FRENCH PORTUGUESE  SPANISH  SWAHILI  ARAB
Ronald Reagan dies at 93 this June 5, 2004
He Left a “Hostile Legacy for Blacks” when he left office back in 1989. He leaves it today.


The following column of the Washington Post, by Mary McGlory, said it all, and still says it all.

Washington Post

January 17, 1989

A Hostile Legacy for Blacks

BY MARY McGRORY

With regard to black America, President Reagan leaves office just the way he came in, with much rancor on both sides. Blacks are conspicuously dry-eyed, while the rest of the country puddles up over his departure.

He professes to be baffled and hurt by black criticism.

He has apparently forgotten his record.

He has adopted policies that have been consistently, even blatantly, hostile to black citizens. Then when they protest, he turns around and accuses them of prejudice against him.

One of his first acts in office was to try to obtain a tax exemption for Bob Jones University, a segregated southern school. It wasn't that he was bigoted, he said. He just had this purist desire to have Congress -- whose counsel on other matters he so vehemently rejected -- decide an important fiscal matter.

In the commotion that ensued, he had his press secretary say how upset he that anyone could dream he was prejudiced.

In his eight years in office, he has taken actions that suggest that if he is not a bigot, he might as well have been one as far as blacks were concerned.

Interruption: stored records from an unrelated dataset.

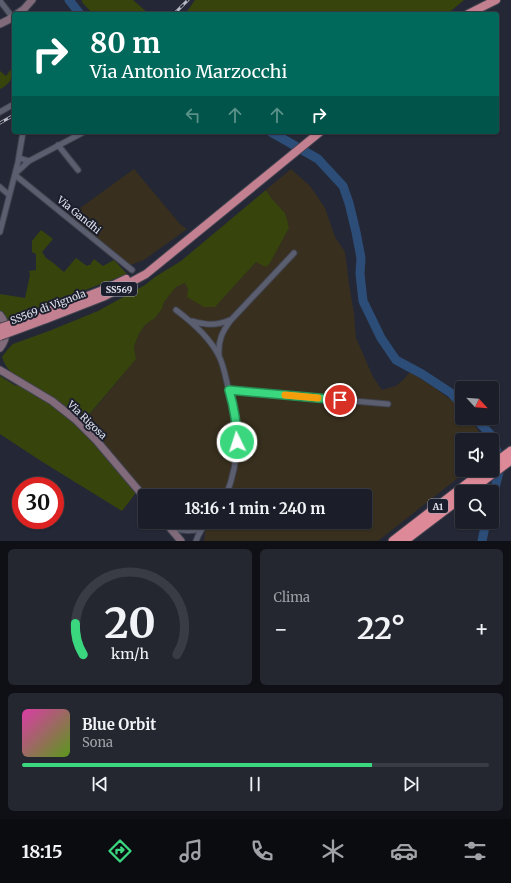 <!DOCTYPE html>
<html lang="it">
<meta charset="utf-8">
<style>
:root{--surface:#1b1e28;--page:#242730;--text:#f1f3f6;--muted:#a0a2a8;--line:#393c45;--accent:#3ad77f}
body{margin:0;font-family:Merriweather,serif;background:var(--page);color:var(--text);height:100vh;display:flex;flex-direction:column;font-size:15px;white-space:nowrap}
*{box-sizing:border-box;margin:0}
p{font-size:13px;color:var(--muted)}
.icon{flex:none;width:22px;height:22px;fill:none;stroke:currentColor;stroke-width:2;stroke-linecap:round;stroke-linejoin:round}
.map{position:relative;height:541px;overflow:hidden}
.details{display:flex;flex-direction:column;gap:8px;padding:8px;background:#0f1016;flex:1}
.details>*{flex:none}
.guide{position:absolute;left:12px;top:12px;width:487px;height:122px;border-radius:4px;box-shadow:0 1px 3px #0004,0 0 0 1px var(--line);background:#00695c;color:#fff;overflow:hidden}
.needle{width:26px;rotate:116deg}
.fabs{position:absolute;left:455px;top:381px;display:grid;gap:8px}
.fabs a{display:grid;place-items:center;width:44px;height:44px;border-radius:4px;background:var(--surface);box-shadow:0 1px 3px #0004,0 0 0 1px var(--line);font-size:20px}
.speed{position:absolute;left:12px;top:477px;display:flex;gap:8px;font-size:20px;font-weight:700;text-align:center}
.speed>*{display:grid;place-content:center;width:52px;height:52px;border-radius:50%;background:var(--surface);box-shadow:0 1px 3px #0004,0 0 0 1px var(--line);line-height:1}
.speed .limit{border:6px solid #d22;background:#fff;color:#111}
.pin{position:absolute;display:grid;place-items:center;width:34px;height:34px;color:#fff;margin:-17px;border:2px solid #fff;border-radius:50%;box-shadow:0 1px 4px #0007}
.me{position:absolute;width:44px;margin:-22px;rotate:356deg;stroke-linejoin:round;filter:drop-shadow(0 0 3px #0008)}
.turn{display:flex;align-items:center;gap:14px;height:84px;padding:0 12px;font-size:18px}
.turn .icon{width:52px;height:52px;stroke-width:2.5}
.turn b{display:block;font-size:28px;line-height:34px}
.lanes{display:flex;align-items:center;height:38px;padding:0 12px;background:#0003;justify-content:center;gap:20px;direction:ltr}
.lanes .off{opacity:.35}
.big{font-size:30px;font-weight:700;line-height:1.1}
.details .widget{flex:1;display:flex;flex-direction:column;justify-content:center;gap:6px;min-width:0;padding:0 14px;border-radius:6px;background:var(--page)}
.details .dial{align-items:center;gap:0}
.dial svg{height:104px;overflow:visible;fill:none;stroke:var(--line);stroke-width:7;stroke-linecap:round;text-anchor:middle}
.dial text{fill:var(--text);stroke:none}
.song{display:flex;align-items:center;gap:12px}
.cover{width:48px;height:48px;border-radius:6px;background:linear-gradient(135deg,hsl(320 70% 55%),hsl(90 70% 35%))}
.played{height:4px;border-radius:2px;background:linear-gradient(90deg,var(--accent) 75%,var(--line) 75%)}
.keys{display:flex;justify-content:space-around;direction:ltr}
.heat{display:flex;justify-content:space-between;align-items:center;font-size:22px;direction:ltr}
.details .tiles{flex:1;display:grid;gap:8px;grid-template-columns:1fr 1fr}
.widget:last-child{grid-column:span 2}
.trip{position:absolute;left:138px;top:489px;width:234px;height:40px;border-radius:4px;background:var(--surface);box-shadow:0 1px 3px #0004,0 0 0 1px var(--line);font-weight:700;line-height:40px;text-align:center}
.menu{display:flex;height:64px;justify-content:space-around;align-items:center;background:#0b0c10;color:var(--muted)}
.menu .icon{width:28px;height:28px}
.menu .active{color:var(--accent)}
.menu b{font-size:18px;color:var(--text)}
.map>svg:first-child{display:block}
.industrial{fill:#382f1e}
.green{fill:#37450c}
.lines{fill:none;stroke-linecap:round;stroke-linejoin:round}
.river{stroke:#2c4d78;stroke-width:9}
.minor-casing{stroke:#41434f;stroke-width:7}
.secondary-casing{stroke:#41434f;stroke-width:9}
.trunk-casing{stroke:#41434f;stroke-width:10}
.motorway-casing{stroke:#41434f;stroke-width:11}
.minor{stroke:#5a5e6e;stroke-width:5}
.secondary{stroke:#816b7b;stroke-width:7}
.trunk{stroke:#c38090;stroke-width:8}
.motorway{stroke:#dd8998;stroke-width:9}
.rail-casing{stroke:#b8bac5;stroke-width:3}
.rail{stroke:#1b1e2c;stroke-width:1.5;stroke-dasharray:4.5;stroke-linecap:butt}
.trunk-bridge-casing{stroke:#41434f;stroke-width:10;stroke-linecap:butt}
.trunk-bridge{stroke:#c38090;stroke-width:8}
.route-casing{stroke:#268c53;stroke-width:10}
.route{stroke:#3ad77f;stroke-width:7}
.slow{stroke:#f59e0b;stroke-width:7}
.labels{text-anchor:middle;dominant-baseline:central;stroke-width:4;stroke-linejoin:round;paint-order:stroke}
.shield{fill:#1b1e2c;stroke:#a6a9b4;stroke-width:1}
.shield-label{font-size:9px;font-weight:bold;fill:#e2e4ee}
.street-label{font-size:10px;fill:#e2e4ee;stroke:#1b1e2c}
</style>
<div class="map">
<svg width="511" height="541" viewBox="0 0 511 541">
<rect width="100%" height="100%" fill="#242836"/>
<path class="industrial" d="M134 169 180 224 187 229 144 260 128 266 65 219Z
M291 169 310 186 325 208 335 237 345 252 349 284 354 314 356 338 373 377 382 390 396 386 404 379 410 372 435 388 458 405 462 409V418H470L484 440H462V470H468L378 541H204L206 527 187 530 170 529 164 522H365V496H145L82 424 136 359 134 346 139 334 145 325 155 318 162 309 164 302 176 287 185 283 188 289 215 307 256 262 270 263 289 228 285 213 272 199 266 190Z"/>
<path class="green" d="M82 0H133L149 14H93L82 2Z
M195 0H464L447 14H184L188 10Z
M12 68 14 70C14 78 7 86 0 89V71L6 76Z
M266 190 272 199 285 213 288 223 289 228 270 263 266 267 256 262 215 307H204L187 297 188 289 185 283 176 287 164 302 162 309 155 318 145 325 139 334 134 346 136 359 82 423 138 490 122 511 41 461 0 434V376L16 386 20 379C11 372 6 369 2 357L8 349 13 344 49 331 98 311 145 285 155 277 181 261Z
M41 230 53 239 42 252 46 258 52 262 64 272 76 258 87 266 88 265H90L94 259 103 266 114 260 127 274 7 320 0 310V294L25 298 30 275 29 271 36 270V254L32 252V241Z"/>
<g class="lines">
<path class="river" d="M69 0 80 14
M271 132 318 159 343 186 349 203 356 232 361 258 360 274 363 301 381 338 396 360 422 374 451 393 462 405
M475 418 492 436 501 464 492 500
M482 541 486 522"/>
<g class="minor-casing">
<path id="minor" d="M0 1 10 14
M0 112 14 104
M58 145 78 170
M29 161 84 132
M16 173 29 161 19 158
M15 175 132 270
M0 187 9 195
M0 232 18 162 23 132
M176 310C192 322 210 338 219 356 223 364 225 374 227 383 239 424 242 454 226 496
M192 321C206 325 216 326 230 320
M219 356C218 340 222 332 231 320L294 253
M229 390 388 404
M170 528C180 530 195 533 204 527 206 526 207 524 208 522
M196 541 198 536 203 527"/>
</g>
<g class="secondary-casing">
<path id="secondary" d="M17 14 24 9 32 0
M0 24 8 20 14 16
M0 315C8 325 8 338 0 348
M0 370 52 401 76 420 96 440 145 498
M165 522 181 541"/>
</g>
<g class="trunk-casing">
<path id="trunk" d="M468 14 496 0
M44 313 103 290 126 279
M46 319 105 296 146 274 320 132"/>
</g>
<g class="motorway-casing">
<path id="motorway" d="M492 465 511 451
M468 492 511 460
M393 541 485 470
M404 541 462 497"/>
</g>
<use href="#minor" class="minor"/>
<use href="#secondary" class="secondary"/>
<use href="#trunk" class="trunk"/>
<use href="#motorway" class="motorway"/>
<g class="rail-casing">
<path id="rail" d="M174 14 188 0
M0 123 14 115"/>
</g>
<use href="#rail" class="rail"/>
<g class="trunk-bridge-casing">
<path id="trunk-bridge" d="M0 328 44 313
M0 336 46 319"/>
</g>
<use href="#trunk-bridge" class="trunk-bridge"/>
</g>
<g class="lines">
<g class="route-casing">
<path id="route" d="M237 442C237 424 234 407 229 390L340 400"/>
</g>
<use href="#route" class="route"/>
<path class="slow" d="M285 395 318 398"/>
</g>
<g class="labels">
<g class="shield">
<rect x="101" y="282" width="36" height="14" rx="3"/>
<rect x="428" y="499" width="20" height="14" rx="3"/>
</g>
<g class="shield-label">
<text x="119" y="289">SS569</text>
<text x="438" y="506">A1</text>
</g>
<g class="street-label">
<text transform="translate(79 215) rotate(39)">Via Gandhi</text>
<text transform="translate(48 307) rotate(-21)">SS569 di Vignola</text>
<text transform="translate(87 420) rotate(44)">Via Rigosa</text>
</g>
</g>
</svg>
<div class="fabs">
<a><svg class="needle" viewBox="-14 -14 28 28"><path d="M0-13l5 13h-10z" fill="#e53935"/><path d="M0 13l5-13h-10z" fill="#a0a2a8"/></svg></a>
<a><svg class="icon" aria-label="sound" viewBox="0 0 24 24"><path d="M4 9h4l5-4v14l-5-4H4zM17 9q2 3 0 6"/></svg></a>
<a><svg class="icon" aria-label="search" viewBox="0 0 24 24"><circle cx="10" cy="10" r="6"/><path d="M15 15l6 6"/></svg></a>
</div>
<div class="speed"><div class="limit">30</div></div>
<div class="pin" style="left:340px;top:400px;background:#d93025"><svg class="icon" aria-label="arrive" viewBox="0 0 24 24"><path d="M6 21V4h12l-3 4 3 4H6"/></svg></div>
<svg class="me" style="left:237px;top:442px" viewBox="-20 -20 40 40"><circle r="17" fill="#3ad77f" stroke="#fff" stroke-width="3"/><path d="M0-11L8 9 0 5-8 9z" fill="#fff"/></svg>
<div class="trip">18:16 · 1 min · 240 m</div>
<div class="guide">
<div class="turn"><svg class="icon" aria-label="right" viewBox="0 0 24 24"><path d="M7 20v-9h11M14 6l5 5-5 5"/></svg><div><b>80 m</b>Via Antonio Marzocchi</div></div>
<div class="lanes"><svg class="icon off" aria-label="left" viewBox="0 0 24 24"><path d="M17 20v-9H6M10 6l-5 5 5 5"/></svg><svg class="icon off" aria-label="ahead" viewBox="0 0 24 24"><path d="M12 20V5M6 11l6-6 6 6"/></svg><svg class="icon off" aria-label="ahead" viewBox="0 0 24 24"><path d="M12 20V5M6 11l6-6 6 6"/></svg><svg class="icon" aria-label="right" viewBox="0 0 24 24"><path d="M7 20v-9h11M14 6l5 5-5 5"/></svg></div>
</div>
</div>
<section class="details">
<div class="tiles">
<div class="widget dial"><svg viewBox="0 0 100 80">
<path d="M14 69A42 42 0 1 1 86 69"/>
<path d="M14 69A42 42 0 0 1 8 45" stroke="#3ad77f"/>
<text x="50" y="56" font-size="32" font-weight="700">20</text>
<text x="50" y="72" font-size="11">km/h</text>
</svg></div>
<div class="widget"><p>Clima</p>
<div class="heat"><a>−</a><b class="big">22°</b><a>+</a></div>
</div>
<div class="widget">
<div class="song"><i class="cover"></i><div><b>Blue Orbit</b><p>Sona</p></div></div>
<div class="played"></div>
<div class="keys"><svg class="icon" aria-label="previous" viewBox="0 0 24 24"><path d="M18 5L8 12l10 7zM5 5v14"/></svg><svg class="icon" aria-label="pause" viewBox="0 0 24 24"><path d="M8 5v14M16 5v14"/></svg><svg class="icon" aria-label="next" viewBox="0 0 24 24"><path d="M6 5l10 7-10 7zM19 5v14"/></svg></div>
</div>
</div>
</section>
<nav class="menu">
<b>18:15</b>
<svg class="icon active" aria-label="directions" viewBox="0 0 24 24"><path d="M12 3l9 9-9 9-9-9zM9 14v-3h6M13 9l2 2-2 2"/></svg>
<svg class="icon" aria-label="music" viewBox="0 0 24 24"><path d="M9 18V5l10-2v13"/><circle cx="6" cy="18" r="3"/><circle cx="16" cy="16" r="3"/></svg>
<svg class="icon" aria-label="phone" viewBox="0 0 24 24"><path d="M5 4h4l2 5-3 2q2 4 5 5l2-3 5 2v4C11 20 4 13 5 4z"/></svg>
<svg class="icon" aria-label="climate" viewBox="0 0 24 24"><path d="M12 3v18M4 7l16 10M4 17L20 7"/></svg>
<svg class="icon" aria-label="car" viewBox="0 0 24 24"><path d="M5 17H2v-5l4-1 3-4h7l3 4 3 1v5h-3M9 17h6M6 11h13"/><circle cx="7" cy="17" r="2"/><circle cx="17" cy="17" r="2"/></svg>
<svg class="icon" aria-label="filters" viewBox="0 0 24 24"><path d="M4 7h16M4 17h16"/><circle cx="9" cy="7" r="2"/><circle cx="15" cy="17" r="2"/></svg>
</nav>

He stripped the U.S. Civil Rights Commission of its key members and its powers. The chief of the Civil Rights Division of the Justice Department, William Bradford Reynolds, found almost no examples of discrimination in school segregation, voting rights
and other areas of civil rights sensitivities. The Citizens Commission on Civil Rights, a bipartisan organization formed to take the place of the official body, cited "an across-the-board breakdown in the machinery constructed by six previous administrations to protect civil rights."

He tried to gut the Voting Rights Extension Act of 1982. The then-Senate majority leader Robert Dole, stepped in and foiled the attempt.

He defamed the Rev. Martin Luther King Jr., the martyred Moses of his people. When Sen. Jesse Helms (R-N.C.), trying to block a national holiday in King's honor, questioned King's loyalty on the basis of sealed FBI records, Reagan, at a news conference,
defended Helms' "sincerity." When asked if he thought that King was a communist, he replied snidely, "We'll know in about 35 years, won't we?"

He met just once with members of the Black Congressional Caucus.

In his most serious insult to blacks, Reagan nominated appeals court Judge Robert Bork to the Supreme Court in 1987. Bork, a quirky and prolific conservative, had said, among other things, that the public accommodations section of the Civil Rights Act embodies "a principle of unsurpassed ugliness."

Yet Reagan professes to be baffled by the silence in the black section during the national chorus of hosannas, as he moves from one farewell to the next, taking bows before the Cabinet, the Congress, the military, and during his Saturday radio broadcasts.

On "60 minutes," in an interview with Mike Wallace, he launched one last poisoned arrow against the holdouts.

"Sometimes I wonder if they really mean what they say, because some of those leaders are doing very well leading organizations based on keeping alive the feeling that they're victims of prejudice."

That's a mean thing to say. Blacks, like everyone else, have their opportunists, but to suggest that there could be no other basis for regarding Reagan as a disaster for blacks just doesn't wash. It was like his swipe at the homeless, who also mar the picture he painted in his farewell address of a nation without troubles. He, of course, will soon live in a California mansion purchased for him by his friends.

To Mike Wallace, he once again defended himself against the charge that is never made: that he is a bigot. He cited his endorsement, as a young sportscaster, of letting blacks play baseball in the major leagues.

The old actor's timing, on the eve of Martin Luther King's holiday, was abysmal.

In a commemorative National Public Radio program for the King holiday, Roger Wilkins called Reagan "an ignorant savage" when it comes to black problems and concerns.

Wilkins and fellow-participants Eleanor Holmes Norton and Taylor Branch, author of "Parting the Waters," an epic new biography of King, voiced the hope that things will be better in the presidency of George Bush.

At least the president-elect observed King's birthday by telling black leaders he will devote himself to making King's dream of justice and peace come true. He sent his erstwhile campaign manager, Lee Atwater, now Republican National Committee chairman, to the Ebenezer Baptist Church to say the same thing to King's old congregation.